[WORK TO BE COMPLETED]: With pictures omitted, restate the data word for word.

Dataset records:
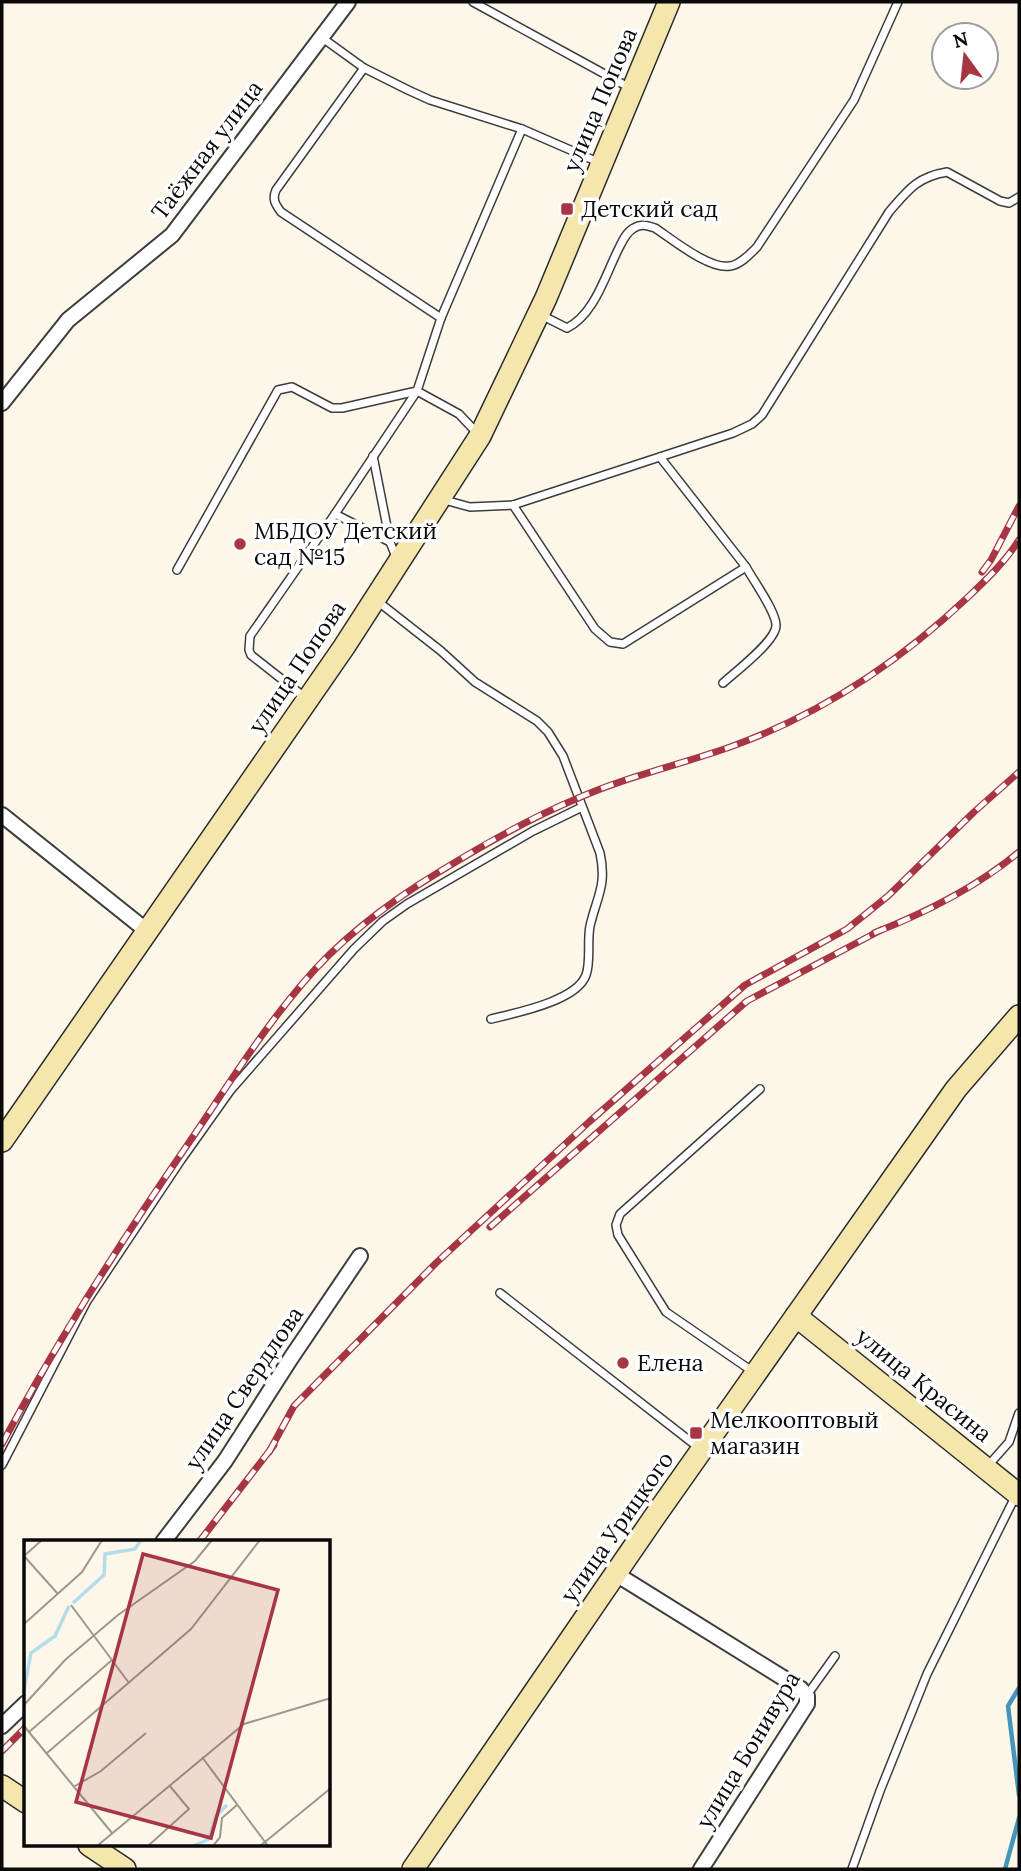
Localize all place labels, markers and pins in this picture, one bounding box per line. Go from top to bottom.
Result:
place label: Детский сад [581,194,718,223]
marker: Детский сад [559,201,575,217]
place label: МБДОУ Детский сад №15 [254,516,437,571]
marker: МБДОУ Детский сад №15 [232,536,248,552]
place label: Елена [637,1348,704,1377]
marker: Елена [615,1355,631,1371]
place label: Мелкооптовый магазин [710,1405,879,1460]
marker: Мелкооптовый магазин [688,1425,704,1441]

[EXPECTED OUTPUT]:
Localize all place labels, markers and pins in this picture, one bounding box per line. Go from top to bottom.
Result:
place label: Детский сад [581,194,718,223]
marker: Детский сад [559,201,575,217]
place label: МБДОУ Детский сад №15 [254,516,437,571]
marker: МБДОУ Детский сад №15 [232,536,248,552]
place label: Елена [637,1348,704,1377]
marker: Елена [615,1355,631,1371]
place label: Мелкооптовый магазин [710,1405,879,1460]
marker: Мелкооптовый магазин [688,1425,704,1441]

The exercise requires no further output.